*TASK PROMPT*: Your answer should repeat the entries in full, exactly as given, with no pictures.

(Beginning of EXCERPTED DATA)

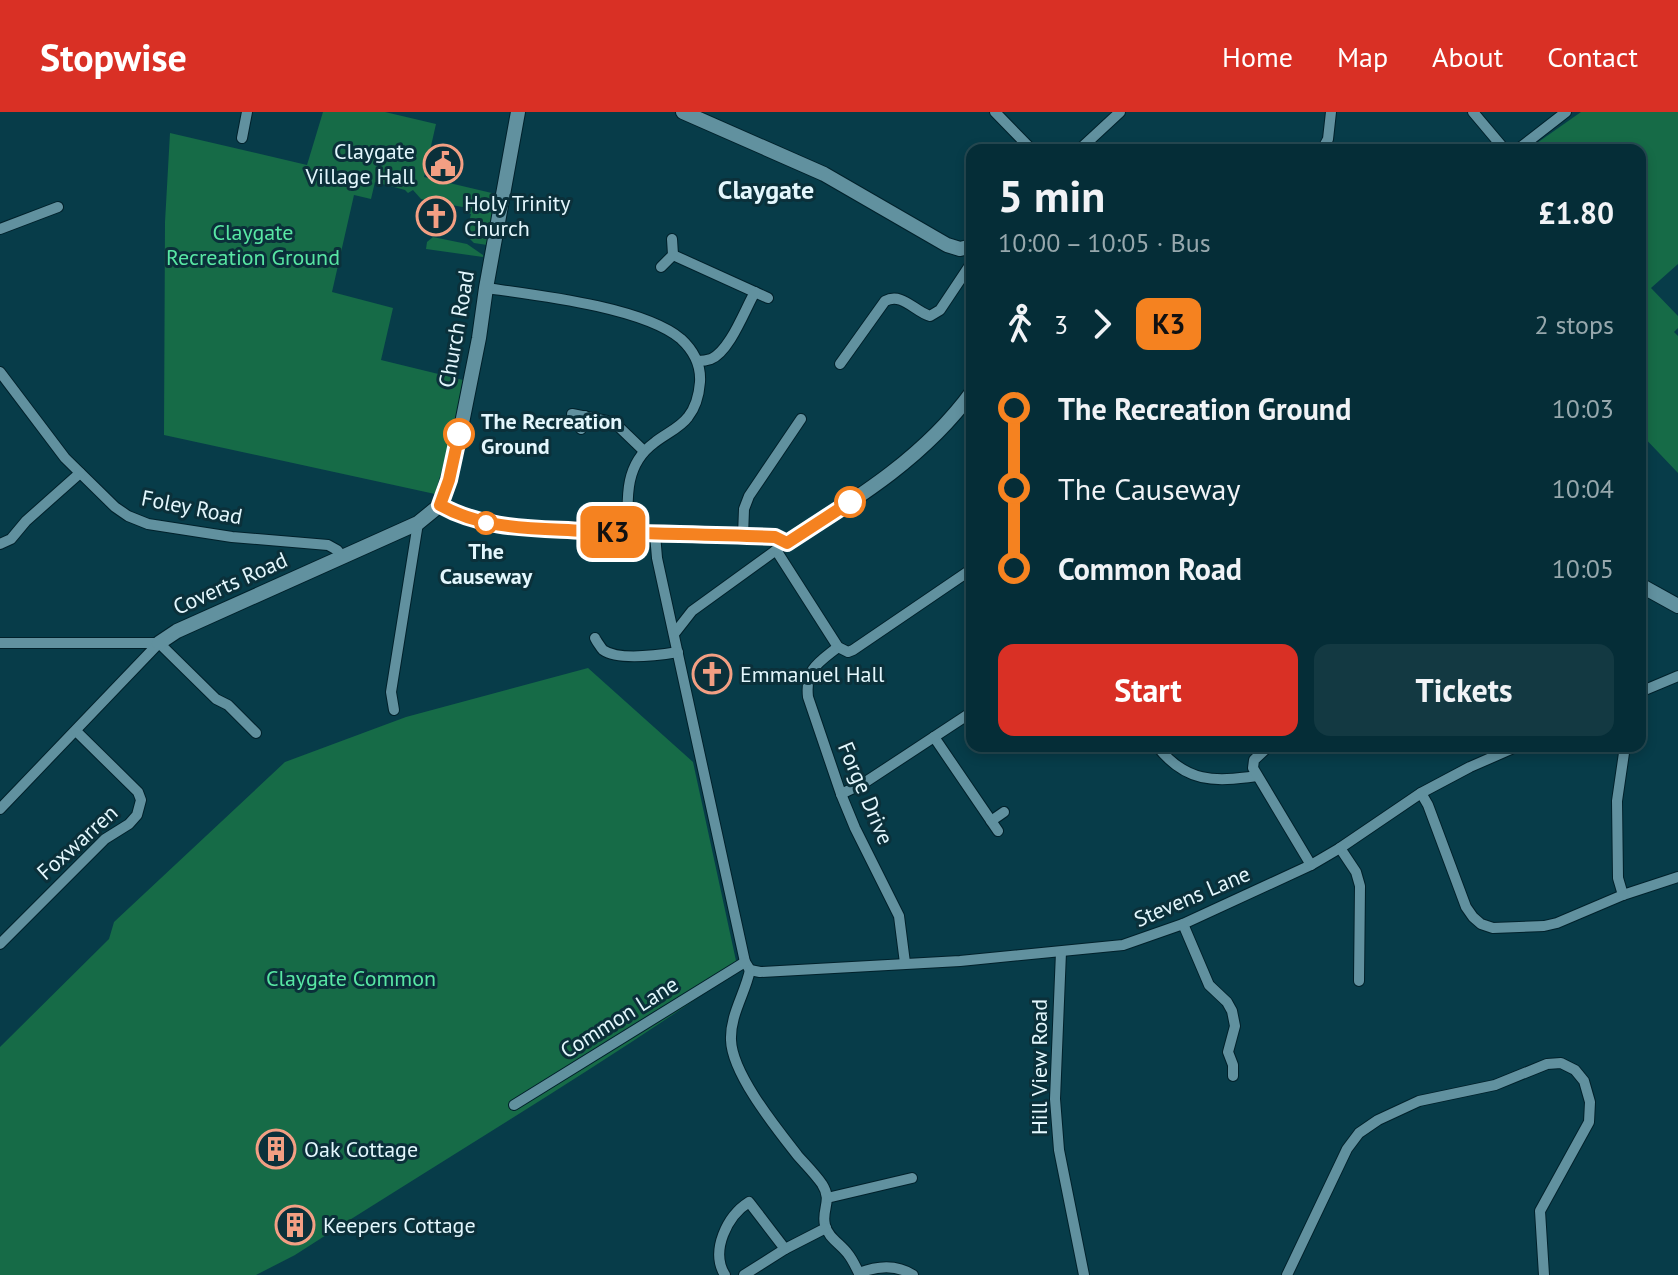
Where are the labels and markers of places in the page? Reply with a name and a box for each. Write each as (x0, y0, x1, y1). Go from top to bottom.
place label: Claygate Village Hall (304, 137, 416, 190)
public building icon: Claygate Village Hall (422, 143, 464, 185)
place label: Holy Trinity Church (464, 189, 571, 242)
church icon: Holy Trinity Church (415, 195, 457, 237)
place label: The Recreation Ground (481, 407, 622, 460)
marker: The Recreation Ground (444, 419, 474, 449)
unlabelled marker (835, 487, 865, 517)
marker: The Causeway (475, 512, 497, 534)
place label: The Causeway (440, 537, 533, 590)
church icon: Emmanuel Hall (691, 653, 733, 695)
place label: Emmanuel Hall (740, 660, 885, 688)
building icon: Oak Cottage (255, 1128, 297, 1170)
place label: Oak Cottage (304, 1135, 418, 1163)
building icon: Keepers Cottage (274, 1204, 316, 1246)
place label: Keepers Cottage (323, 1211, 476, 1239)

(End of EXCERPTED DATA)

*ANSWER FOR THIS EXERCISE*:
Where are the labels and markers of places in the page? Reply with a name and a box for each. Write each as (x0, y0, x1, y1). Go from top to bottom.
place label: Claygate Village Hall (304, 137, 416, 190)
public building icon: Claygate Village Hall (422, 143, 464, 185)
place label: Holy Trinity Church (464, 189, 571, 242)
church icon: Holy Trinity Church (415, 195, 457, 237)
place label: The Recreation Ground (481, 407, 622, 460)
marker: The Recreation Ground (444, 419, 474, 449)
unlabelled marker (835, 487, 865, 517)
marker: The Causeway (475, 512, 497, 534)
place label: The Causeway (440, 537, 533, 590)
church icon: Emmanuel Hall (691, 653, 733, 695)
place label: Emmanuel Hall (740, 660, 885, 688)
building icon: Oak Cottage (255, 1128, 297, 1170)
place label: Oak Cottage (304, 1135, 418, 1163)
building icon: Keepers Cottage (274, 1204, 316, 1246)
place label: Keepers Cottage (323, 1211, 476, 1239)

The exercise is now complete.